In the following posts, I will offer some insight and observations from this most ambitious trip.
I have dreamed of exploring Egypt since I was a child. With shelves of books on this ancient country, clothing with hieroglyphs and art objects of the sphinx and pyramids and a love of Middle Eastern dance, a trip to Egypt was inevitable. Three weeks in Egypt was to be a fantasy come true.
I was not disappointed.
A little over four hours air travel from cosmopolitan London, Cairo is a step back in time. Though a modern city in many ways, remnants of the past linger and are as much a part of the Egyptian lifestyle as the great pyramids at Giza that loom over the city.
The first thing that strikes you about Cairo is the density. Over 25 million people are crammed into the city.
Multiply the residents by the number of automobiles and you have traffic chaos. Rush hour in the States is nothing compared to the everyday havoc on Cairo’s roads. Cairo is notorious for being the most dangerous place to drive in the world. The videos on You Tube don’t come close to capturing the reality.
A ride from the airport is an indication of things to come. First, there are no traffic lights or stop signs in Cairo and rarely do you see a traffic cop directing traffic. Second, there seem to be no rules, as one-way streets and marked lanes are ignored. Automobiles and trucks also travel at speeds inappropriate for the conditions. Bumper-to-bumper driving is the norm with inches between cars. It’s no wonder that so many side view mirrors are cracked or missing. Most of the automobiles are what we consider “beaters.” Dents and scrapes are just accepted. Automobiles are, after all, just a mode of transportation. In Egypt, just having one is a luxury unlike the status-conscious American mindset,
Automobiles share the roads with donkey carts, an occasional camel rider or horseman. Pedestrians weave in and out of traffic in a suicidal ballet of “dodge the cars.”
Horns honk constantly. Traffic circles are a nightmare game of “Dodge-em.” Yet, for some insane reason it all works. Accidents are few and far between considering the traffic. American drivers would never be able to cope. Thus, renting an automobile would be out of the question. In Egypt, I’ve learned, there is trust. People trust other people. Trust is a form of courtesy. Trust is a way of life.
There are valuable life lessons to be learned from Egypt. I will share them with you as I relive my journey.
As I continue to reflect upon my recent journey to Egypt, I am reminded of how short life really is and how human beings have not changed much through the centuries. It seems we keep “reinventing the wheel” and never really learn from our mistakes or from history.
History comes to life at museums. The famous Egyptian Museum in Cairo is one of the most fascinating. One of the oldest in the world, opened in 1863, it features two floors crammed with ancient artifacts. The current museum building, a new one is slated to open in Giza in 2011, complements the displays with its aura of intellectually old-fashioned, non-air-conditioned, stuffy ambiance.
One can easily spend weeks in the galleries.

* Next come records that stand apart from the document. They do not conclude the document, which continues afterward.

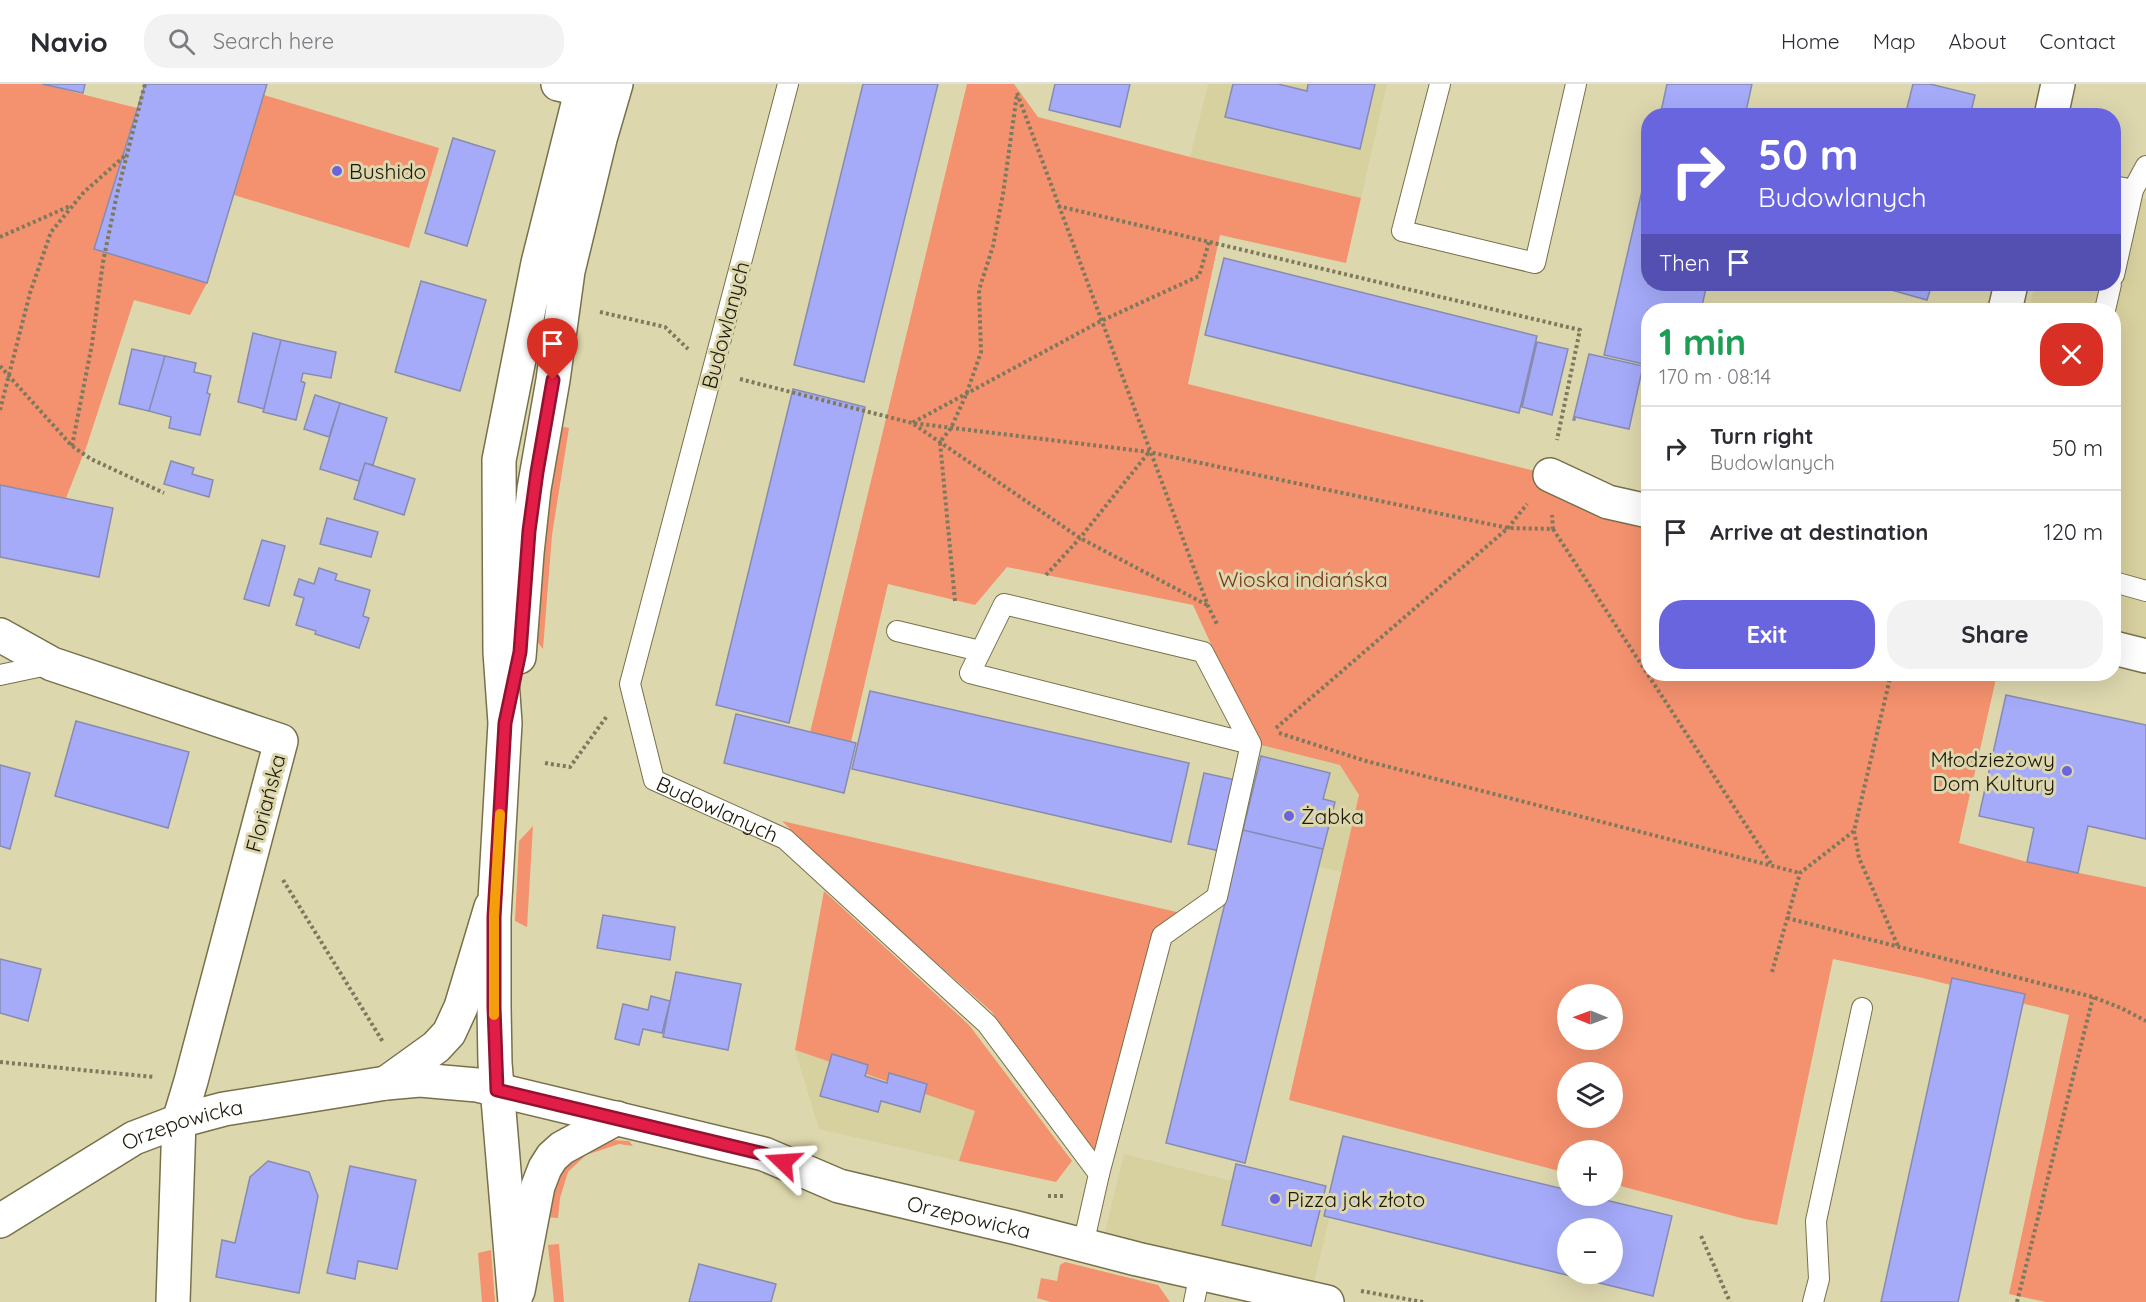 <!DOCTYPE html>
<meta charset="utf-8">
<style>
body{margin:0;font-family:Quicksand,sans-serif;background:#f2f2f3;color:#2b2b33;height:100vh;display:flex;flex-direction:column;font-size:22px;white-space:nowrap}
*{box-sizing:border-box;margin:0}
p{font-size:20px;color:#7c7c81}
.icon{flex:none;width:33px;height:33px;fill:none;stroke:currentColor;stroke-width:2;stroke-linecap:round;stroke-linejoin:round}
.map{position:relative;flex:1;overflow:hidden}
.side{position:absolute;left:1641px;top:219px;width:480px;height:378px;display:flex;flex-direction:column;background:#fff;border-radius:24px;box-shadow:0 6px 24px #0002}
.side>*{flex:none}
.banner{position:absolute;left:1641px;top:24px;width:480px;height:183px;border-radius:24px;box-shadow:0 6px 24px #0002;background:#6865de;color:#fff;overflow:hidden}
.needle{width:39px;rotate:271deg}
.buttons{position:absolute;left:1557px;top:900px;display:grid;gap:12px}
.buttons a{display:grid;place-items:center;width:66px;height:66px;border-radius:50%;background:#fff;box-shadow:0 6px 24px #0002;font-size:30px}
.pin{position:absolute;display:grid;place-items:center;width:51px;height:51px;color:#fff;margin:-62px -26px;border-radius:50% 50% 50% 0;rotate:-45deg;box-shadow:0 0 6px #0007}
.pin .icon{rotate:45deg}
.me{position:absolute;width:66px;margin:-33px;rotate:290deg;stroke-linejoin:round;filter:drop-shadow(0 0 4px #0008)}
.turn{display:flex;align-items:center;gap:21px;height:126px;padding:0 18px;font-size:27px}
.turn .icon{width:78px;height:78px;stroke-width:2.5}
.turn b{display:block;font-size:42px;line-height:51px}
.then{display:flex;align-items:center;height:57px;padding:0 18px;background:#0003;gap:12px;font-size:22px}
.round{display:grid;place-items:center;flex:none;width:63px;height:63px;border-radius:24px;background:#f2f2f3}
.summary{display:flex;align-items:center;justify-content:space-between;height:102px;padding:0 18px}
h1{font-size:36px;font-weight:800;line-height:45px;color:#1e9e55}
.button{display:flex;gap:12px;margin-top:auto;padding:12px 18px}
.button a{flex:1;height:69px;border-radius:24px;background:#6865de;color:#fff;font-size:24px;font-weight:800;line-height:69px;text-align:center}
.button a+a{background:#f2f2f3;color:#2b2b33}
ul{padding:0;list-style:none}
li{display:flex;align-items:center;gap:18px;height:84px;padding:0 18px;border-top:2px solid #e1e1e2}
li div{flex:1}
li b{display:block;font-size:22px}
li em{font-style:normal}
header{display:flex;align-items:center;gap:36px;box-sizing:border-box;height:84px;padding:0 30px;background:#fff;border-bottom:2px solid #e1e1e2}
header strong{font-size:28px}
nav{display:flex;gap:33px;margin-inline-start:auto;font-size:21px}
.search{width:420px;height:54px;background:#f2f2f3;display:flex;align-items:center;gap:15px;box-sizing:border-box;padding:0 21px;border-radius:24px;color:#7c7c81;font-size:22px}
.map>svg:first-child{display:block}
.built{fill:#d7d09f}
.green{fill:#f4916e;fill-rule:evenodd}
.building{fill:#a5abf9;stroke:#878baf;stroke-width:1.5;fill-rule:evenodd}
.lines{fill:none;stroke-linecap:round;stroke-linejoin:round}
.service-casing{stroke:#77714b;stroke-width:22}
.minor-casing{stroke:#77714b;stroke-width:36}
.tertiary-casing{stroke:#77714b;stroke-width:36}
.path{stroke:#7e795d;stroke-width:4;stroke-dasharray:3 3;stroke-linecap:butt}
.service{stroke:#fff;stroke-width:20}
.minor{stroke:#fff;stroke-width:33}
.tertiary{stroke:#fff;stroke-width:33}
.route-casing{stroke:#92132f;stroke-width:15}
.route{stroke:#e11d48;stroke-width:10}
.slow{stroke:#f59e0b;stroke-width:10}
.poi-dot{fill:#6865de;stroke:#ddd7ae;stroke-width:2}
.labels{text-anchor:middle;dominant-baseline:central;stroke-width:6;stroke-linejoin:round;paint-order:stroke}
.poi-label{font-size:21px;fill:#1c190a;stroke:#ddd7ae;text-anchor:start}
.street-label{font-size:21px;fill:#1c190a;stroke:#ddd7ae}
.park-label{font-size:21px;fill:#78341b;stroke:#ddd7ae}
</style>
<header>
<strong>Navio</strong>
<div class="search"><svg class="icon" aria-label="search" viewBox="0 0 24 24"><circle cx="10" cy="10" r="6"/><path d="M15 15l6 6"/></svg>Search here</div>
<nav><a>Home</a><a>Map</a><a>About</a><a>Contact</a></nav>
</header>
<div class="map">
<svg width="2146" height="1218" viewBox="0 0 2146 1218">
<rect width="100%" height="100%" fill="#ddd7ae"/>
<!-- built -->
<path class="built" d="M1208,0H1387L1361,114L1190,73Z
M2114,109L2146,115V565L2114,555V226H2029L2035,200H2114Z
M1257,660L1340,681L1359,711L1342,788L1233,761Z
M795,966L975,1027L959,1077L819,1045Z
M1124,1070L1332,1122L1312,1207L1103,1156Z"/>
<!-- green -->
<path class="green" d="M0,0H42L137,24L94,165L207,199L190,231L134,216L87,361L66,414L0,401Z
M967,0H1014L1038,33L1190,73L1361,114L1346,179L1220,151L1188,300L1531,386L1648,412V590H1997L1959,759L2027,778L2146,803V1218H2046L2009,1210L2069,931L1923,894L1833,875L1777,1141L1745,1135L1613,1100L1612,1066H1568L1567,1089L1289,1016L1359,711L1340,681L1257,660L1193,521L1007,483L975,521L888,500L850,662L809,653ZM1568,910H1612V956H1568ZM1568,988H1612V1034H1568Z
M264,11L439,64L409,164L234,111Z
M555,341L569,344L552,451L543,565L531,550Z
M782,737L1181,829L1153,851L1096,1082L1014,963L992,928L847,800Z
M533,742L527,843L515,837L519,757Z
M824,807L969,941L1072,1077L1056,1098L959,1077L975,1027L795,966Z
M612,1056L629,1057L633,1062L619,1060L586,1071L568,1088L560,1114L558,1134L546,1133L555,1088L596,1059Z
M559,1160L564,1218H554L548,1161Z
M491,1166L495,1218H482L478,1169Z
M1065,1178L1158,1201L1170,1218H1051L1037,1214L1041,1194L1057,1197L1060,1181Z"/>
<!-- building -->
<path class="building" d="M42,0H85L83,9Z
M145,0H267L207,199L94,165Z
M863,0H938L864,298L794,281Z
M1055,0H1130L1120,43L1049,26Z
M1233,0H1278L1307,7L1308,0H1375L1360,65L1225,33Z
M1667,0H1752L1745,32H1660Z
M1913,0H1930L1975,11L1970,32H1905Z
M453,54L495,67L467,162L425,149Z
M1648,81V200H1707L1701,226H1648V281L1604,271Z
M1224,174L1537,252L1519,329L1205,251Z
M421,197L486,216L460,307L395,288Z
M1870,200H1932L1927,216Z
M253,249L281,256L264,325L238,318Z
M281,256L336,268L331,294L303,289L301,297L305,299L296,336L263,328Z
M1537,258L1568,265L1552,331L1522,323Z
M132,265L165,272L149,327L119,320Z
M1589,270L1643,282L1629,345L1575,333V336H1573Z
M165,272L196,279L194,288L211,292L207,309L210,310L200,351L169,344L171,333L149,327Z
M793,305L865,323L789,639L716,621Z
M315,311L340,319L329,353L304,345Z
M340,319L387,334L373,381L365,379L359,397L320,385Z
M171,377L194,384L192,390L213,396L209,413L164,400Z
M365,379L415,395L404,431L354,415Z
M0,401L113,424L99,493L0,473Z
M327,434L378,448L371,473L320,460Z
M262,456L285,462L269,522L244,515Z
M319,484L337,490L335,496L370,506L363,532L369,534L359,564L315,550L316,547L296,541L304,514L294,511L299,495L314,500Z
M870,607L1189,679L1171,758L852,685Z
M2006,611L2146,641V755L2088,742L2078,789L2027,778L2034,744L1979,732Z
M736,630L856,659L844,709L724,679Z
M76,637L189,668L168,744L55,712Z
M1261,672L1330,689L1323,715L1335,718L1323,765L1243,746Z
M0,681L30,689L10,765L0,762Z
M1204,689L1236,696L1220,767L1188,760Z
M1243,746L1323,765L1245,1079L1166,1059Z
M603,831L675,843L670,876L597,864Z
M0,875L41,885L28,937L0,929Z
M676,888L741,900L728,966L663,953Z
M1952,894L2025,910L1958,1218H1881Z
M651,912L670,917L662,949L643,945L639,961L615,955L623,920L648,926Z
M832,970L868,981L865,992L887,999L889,989L927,1000L920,1028L881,1017L878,1028L820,1012Z
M1343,1052L1568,1106V1112H1589L1672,1132L1653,1212L1324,1132ZM1568,1144H1612V1190H1568Z
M268,1077L309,1088L318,1112L299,1209L216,1193L222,1156L235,1159L250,1093Z
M1236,1080L1326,1102L1311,1162L1222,1141Z
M350,1082L416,1096L397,1185L358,1177L355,1195L327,1189Z
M699,1180L776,1200L771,1218H689Z"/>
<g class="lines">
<defs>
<g id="service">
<path id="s1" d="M788,0L630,600L654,696L785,755L987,940L1099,1090L1083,1161"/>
<path d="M1440,0L1402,147L1535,179L1576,0"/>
<path d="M2114,102L2133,106"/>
<path d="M2114,191L2133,106L2146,82"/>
<path d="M2105,226L2111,200"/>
<path d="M2114,498L2146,507"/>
<path d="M897,547L980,567"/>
<path d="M0,591L52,580"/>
<path d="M1099,1090L1162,852L1217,813L1251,660L1203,568L1004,520L970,589L1251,660"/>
<path d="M1194,1218L1200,1189"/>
<path d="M1813,1218L1819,1195L1816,1137L1862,924"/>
</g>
<g id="minor">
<path d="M558,0L609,12"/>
<path d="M2051,32L2058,0"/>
<path d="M2005,226L2011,200"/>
<path d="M1550,391L1608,418L1648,427"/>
<path d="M0,551L52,580L281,657L191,997L179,1037L173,1218"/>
<path d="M2114,564L2146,572"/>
<path d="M386,999L436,963L449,949L461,923L491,823"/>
<path id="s2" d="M0,1137L134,1054L179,1037L224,1025L386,999L420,996L477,1001L764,1070L839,1102L1017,1144L1137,1175L1327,1218"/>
<path d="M518,1207L538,1102L545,1084L552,1073L562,1064L617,1034"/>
</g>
<path id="tertiary" d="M519,573L527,469L534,405L553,296L568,187L600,55L616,0
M515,1218L495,979L494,923V833L505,639L500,568L499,376L538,179L583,0"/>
</defs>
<!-- service casing -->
<use href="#service" class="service-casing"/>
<!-- minor casing -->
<use href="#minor" class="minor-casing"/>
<!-- tertiary casing -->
<use href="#tertiary" class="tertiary-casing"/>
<!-- path -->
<path class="path" d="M1017,9L1208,522L1217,540
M1058,122L1580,246L1557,356
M0,153L70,122
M600,228L665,243L688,265
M0,282L72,362L91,375L164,409
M740,295L912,339L1149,368L1508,444L1553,445L1552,431
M0,326L30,209L51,148L84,108L127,70
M72,362L92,260L103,178L117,110L145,0
M1553,445L1772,781
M1046,491L1080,454L1149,368
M955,517L940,358L951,344L966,311L981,268L979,206L993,162L1003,110L1017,10
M1207,521L1080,454L912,339L1101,237L1199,192L1209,158
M1276,644L1508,444L1527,420
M1279,649L1366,677L1800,789
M545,679L570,683L607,632
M1854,747L1859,774L1898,862
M283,796L383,958
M1787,834L2093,913L2121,924L2146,937
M1772,888L1800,789L1854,747L1891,590
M0,978L154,993
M1048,1112H1064
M1701,1152L1730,1218
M1361,1207L1423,1218
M2017,1218L2093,913"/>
<!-- service -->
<use href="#service" class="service"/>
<!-- minor -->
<use href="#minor" class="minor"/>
<!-- tertiary -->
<use href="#tertiary" class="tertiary"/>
</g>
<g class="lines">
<defs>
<path id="route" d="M553,296L537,388L529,447L520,568L505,639L494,833V923L497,1006L764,1070L783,1078"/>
</defs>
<!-- route casing -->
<use href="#route" class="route-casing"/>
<!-- route -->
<use href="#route" class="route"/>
<!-- slow -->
<path class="slow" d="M494,931V833L500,730"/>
</g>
<!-- markers -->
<g class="poi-dot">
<circle cx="337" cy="87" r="6"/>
<circle cx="2067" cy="687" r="6"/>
<circle cx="1289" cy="732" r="6"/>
<circle cx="1275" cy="1115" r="6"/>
</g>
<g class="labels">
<!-- poi labels -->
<g class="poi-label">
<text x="349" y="87">Bushido</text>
<text x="2055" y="675" text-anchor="end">Młodzieżowy<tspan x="2055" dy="24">Dom Kultury</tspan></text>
<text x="1301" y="732">Żabka</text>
<text x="1287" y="1115">Pizza jak złoto</text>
</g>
<!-- street labels -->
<g class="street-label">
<text transform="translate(725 241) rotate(-75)">Budowlanych</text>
<text transform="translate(265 719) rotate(-75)">Floriańska</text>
<text stroke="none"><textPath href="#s1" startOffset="789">Budowlanych</textPath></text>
<text stroke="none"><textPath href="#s2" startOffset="208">Orzepowicka</textPath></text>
<text stroke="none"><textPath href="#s2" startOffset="1018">Orzepowicka</textPath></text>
</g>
<!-- park labels -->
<g class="park-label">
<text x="1303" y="495">Wioska indiańska</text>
</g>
</g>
</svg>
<div class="buttons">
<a><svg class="needle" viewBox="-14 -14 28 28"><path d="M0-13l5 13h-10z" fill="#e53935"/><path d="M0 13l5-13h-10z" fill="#7c7c81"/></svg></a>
<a><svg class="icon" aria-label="layers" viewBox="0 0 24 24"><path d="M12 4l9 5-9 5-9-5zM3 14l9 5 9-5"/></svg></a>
<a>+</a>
<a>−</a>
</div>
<div class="pin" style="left:553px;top:296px;background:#d93025"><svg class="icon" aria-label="arrive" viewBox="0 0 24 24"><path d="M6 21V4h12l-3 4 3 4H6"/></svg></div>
<svg class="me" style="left:783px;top:1078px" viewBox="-20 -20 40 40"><path d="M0-17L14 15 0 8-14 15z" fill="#e11d48" stroke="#fff" stroke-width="4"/></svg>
<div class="banner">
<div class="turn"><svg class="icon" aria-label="right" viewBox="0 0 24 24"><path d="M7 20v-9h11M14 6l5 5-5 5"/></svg><div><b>50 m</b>Budowlanych</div></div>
<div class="then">Then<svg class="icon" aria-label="arrive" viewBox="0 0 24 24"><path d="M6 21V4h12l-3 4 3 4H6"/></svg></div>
</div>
<section class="side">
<div class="summary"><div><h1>1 min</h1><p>170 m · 08:14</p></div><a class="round" style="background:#d93025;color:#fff"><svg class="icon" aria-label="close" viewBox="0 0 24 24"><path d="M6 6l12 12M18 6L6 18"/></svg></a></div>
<ul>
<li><svg class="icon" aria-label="right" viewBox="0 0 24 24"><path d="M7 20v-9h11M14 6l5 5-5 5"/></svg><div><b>Turn right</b><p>Budowlanych</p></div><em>50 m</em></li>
<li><svg class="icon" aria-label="arrive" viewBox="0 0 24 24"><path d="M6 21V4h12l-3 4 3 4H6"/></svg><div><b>Arrive at destination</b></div><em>120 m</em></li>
</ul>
<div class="button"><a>Exit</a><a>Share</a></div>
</section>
</div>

I had only a few hours and maximized every moment. The amount of statuary is overwhelming and the condition of objects, especially wood statues, furniture and such, were astounding. The jewelry would make any Middle Eastern dancer drool.
Statuary of limestone, granite and quartzite, heiroglyphics painted on papyrus, and furniture tell the story of Egypt from
the Old Kingdom (3100 -2180 BC through the tomb discoveries of the 1900’s. The treasures are astounding. The Tutankhamun Galleries are the most famous. Though the pharaoh died before his prime, the discovery of an intact tomb, the wealth within and the legend made him famous in death. His gold throne, innermost shrine, and ornate funerary mask are more shimmering and ornate in person than in photographs.
Sarcophagus, coffin covers, coffins are set on shelves and line walls. Sentinels of death. Actually, most of the Egyptian artifacts pay homage to death. The number of objects, everything necessary for life, were placed in tombs. The belief in the afterlife was important. Pharaohs lived life actually planning for death; building tombs and amassing wealth. When they died they thought they could “take it with them.” I guess many people today share that belief as well.
For the pharaohs, a peaceful slumber in an ornate tomb among their favorite objects was not to be. This is more than evident in the creepy yet fascinating Royal Mummy Room.
It’s rather morbid that the greatest rulers of the world during their lifetimes are relegated to having their mummified bodies on display under glass in temperature-controlled boxes for curious tourists to ogle. The Ramses dynasty lie in repose like a Ripley’s Believe it or Not freak show. No wonder some people believe in mummy curses. Could you blame the mummy?
Speaking of mummies, a room is dedicated to mummified, birds, cats, dogs, crocodiles and other animals held sacred.
Even they were entitled to an afterlife.
It is fascinating to note that the belief in an afterlife of some kind has existed and still exists. The common held belief seems to negate the “Is this all there is?” mentality. Gives us a little hope, doesn’t it?